Like many things, there are pros and cons to taking birth control, important aspects to consider before deciding to go on the pill. Let’s break them down:
Pros to the pill
Regulate that period
Many women have the standard, monthly menstrual cycle, though, many women do not. There is a difference between having a regular period versus a normal period. You may have a regular period, you just never know when it is coming. That is where birth control can help you. You can know when your period will show up, even if it isn’t the ideal time of the month.
Put those cramps to rest
Have you heard of the girls who go on birth control to have less painful periods? Women are built all different ways, some women have extremely painful cramps, almost mimicking labor contractions every single month. Birth control reduces the cramping of the uterus by inhibiting ovulation and lowering the hormone called prostaglandin, relieving the pain that comes with a period.

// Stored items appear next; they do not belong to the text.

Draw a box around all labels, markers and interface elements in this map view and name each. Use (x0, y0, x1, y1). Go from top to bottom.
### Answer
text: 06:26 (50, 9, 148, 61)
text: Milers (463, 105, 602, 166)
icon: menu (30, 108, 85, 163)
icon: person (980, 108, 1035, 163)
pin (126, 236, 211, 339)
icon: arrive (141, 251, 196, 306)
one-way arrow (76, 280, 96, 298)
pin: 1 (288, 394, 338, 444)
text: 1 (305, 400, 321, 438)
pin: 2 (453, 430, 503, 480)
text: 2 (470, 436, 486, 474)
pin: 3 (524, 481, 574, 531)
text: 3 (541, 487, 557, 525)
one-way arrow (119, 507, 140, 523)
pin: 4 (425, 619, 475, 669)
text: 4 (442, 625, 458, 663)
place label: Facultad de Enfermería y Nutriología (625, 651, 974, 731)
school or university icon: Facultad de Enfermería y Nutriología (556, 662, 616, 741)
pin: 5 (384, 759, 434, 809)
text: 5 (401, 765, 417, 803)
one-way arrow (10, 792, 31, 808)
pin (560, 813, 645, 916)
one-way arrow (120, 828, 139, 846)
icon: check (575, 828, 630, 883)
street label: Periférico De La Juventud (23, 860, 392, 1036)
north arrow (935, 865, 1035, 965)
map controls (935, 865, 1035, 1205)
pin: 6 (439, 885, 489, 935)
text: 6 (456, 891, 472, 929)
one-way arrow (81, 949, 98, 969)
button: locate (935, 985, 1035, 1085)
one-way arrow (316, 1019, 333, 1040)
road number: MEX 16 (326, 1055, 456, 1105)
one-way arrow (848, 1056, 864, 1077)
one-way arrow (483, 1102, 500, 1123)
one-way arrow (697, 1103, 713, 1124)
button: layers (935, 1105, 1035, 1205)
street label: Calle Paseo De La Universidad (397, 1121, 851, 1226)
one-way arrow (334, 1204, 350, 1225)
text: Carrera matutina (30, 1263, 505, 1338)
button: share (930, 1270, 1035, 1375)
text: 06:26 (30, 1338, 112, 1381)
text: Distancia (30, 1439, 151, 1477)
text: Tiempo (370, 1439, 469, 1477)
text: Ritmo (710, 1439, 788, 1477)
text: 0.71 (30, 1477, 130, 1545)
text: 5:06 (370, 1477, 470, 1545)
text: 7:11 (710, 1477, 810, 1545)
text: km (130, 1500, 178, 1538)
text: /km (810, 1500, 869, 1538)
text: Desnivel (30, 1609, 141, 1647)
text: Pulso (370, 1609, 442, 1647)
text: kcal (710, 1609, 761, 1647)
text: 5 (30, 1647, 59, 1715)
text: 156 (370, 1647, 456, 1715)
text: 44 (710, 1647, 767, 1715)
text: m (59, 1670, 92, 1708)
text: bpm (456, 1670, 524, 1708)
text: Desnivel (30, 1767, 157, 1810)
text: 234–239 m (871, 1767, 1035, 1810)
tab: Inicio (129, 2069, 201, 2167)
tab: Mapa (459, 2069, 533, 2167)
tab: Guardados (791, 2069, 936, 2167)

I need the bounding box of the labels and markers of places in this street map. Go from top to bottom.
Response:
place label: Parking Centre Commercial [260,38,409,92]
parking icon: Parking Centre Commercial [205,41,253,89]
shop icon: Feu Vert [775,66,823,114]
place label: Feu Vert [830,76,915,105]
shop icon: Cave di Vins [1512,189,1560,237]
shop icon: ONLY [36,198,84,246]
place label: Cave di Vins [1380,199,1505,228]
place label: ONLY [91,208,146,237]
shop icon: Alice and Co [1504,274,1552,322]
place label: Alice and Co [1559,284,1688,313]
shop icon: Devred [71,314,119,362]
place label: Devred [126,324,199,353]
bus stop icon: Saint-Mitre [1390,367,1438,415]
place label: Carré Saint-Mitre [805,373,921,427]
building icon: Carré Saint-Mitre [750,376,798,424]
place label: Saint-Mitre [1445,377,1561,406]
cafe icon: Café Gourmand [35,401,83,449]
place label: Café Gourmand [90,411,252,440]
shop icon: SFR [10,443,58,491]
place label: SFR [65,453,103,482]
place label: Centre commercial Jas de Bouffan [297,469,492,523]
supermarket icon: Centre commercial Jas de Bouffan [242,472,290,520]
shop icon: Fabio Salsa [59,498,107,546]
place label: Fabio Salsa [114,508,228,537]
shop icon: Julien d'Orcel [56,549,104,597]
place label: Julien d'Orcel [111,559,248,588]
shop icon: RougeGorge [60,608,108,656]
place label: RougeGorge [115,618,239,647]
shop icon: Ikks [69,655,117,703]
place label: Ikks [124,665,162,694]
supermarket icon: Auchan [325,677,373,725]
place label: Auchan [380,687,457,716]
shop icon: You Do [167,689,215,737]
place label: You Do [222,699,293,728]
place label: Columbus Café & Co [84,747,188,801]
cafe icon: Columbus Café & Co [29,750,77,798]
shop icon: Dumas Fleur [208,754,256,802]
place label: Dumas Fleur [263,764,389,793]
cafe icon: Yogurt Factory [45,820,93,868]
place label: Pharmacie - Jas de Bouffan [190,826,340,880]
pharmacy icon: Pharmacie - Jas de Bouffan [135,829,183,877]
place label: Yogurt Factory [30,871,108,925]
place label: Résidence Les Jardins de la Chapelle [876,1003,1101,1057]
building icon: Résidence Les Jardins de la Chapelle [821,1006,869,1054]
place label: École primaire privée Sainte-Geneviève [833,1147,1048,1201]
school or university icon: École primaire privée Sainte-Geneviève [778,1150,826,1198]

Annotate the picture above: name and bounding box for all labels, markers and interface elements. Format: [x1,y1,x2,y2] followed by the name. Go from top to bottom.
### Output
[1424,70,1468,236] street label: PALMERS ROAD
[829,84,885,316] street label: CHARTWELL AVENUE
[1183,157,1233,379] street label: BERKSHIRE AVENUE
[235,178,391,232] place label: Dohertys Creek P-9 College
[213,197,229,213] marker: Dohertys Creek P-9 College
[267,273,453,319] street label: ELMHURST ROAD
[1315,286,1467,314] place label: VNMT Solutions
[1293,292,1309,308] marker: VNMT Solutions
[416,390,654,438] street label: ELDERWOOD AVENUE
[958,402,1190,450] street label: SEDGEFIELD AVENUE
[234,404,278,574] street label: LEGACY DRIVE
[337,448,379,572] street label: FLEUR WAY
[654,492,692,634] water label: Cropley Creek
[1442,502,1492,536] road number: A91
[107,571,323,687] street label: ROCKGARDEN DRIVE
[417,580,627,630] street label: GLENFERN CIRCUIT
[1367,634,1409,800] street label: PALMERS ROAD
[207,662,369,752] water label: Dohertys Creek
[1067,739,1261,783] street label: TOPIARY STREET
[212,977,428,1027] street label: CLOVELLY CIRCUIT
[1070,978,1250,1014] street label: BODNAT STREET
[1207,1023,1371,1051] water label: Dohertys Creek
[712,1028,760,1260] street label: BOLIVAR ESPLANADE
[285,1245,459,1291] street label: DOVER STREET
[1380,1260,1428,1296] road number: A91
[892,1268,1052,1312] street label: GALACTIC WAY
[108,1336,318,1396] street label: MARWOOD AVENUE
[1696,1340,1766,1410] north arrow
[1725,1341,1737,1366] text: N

Some women before or during their periods get painful headaches. The low dose birth control pill may decrease painful headaches. The birth control pill can help the surge in hormones become more gradual, which will minimize the painful headaches.
Moody, irritable, or depressed during that time of the month? Birth control pills can help prevent the rise and fall in the hormones that make you feel a little crazy. Many women, during that time of the month, get sad, moody, or irritable, then their period comes, and they laugh at how they were acting. The woman’s body is an amazing thing to make us feel not like ourselves.
Cons to the pill
Estrogen is one of the hormones women have that rises and falls. When using a birth control pill, the body always has a steady level of estrogen, keeping the body thinking it’s pregnant, so you don’t get pregnant. The downside? A continuously raised estrogen is not good and has led to an increase in breast cancer, blood clotting, migraines, gallbladder disease, increase blood pressure, weight gain, and more.
Those who use birth control have a higher risk for yeast infections. Yeast infections are very treatable, and just because you are on a birth control pill does not mean you will ever develop an ear infection, but it is shown that those who have a higher estrogen level (produced by a constant amount in the pill) have a higher incidence of yeast infections.
Some women have problems getting pregnant, but have been on the birth control pill and didn’t realize it. When they are ready to get pregnant, they may not be able to because they were on the pill. Masking the symptoms. Birth control themselves do not stop women from getting pregnant after discontinuing. Some women may take a while, even up to a year, to become regular by themselves on their period.
Overall, deciding what to do for birth control options is up to you. Knowing your health history and talking to your doctor can help you make the right decisions for you.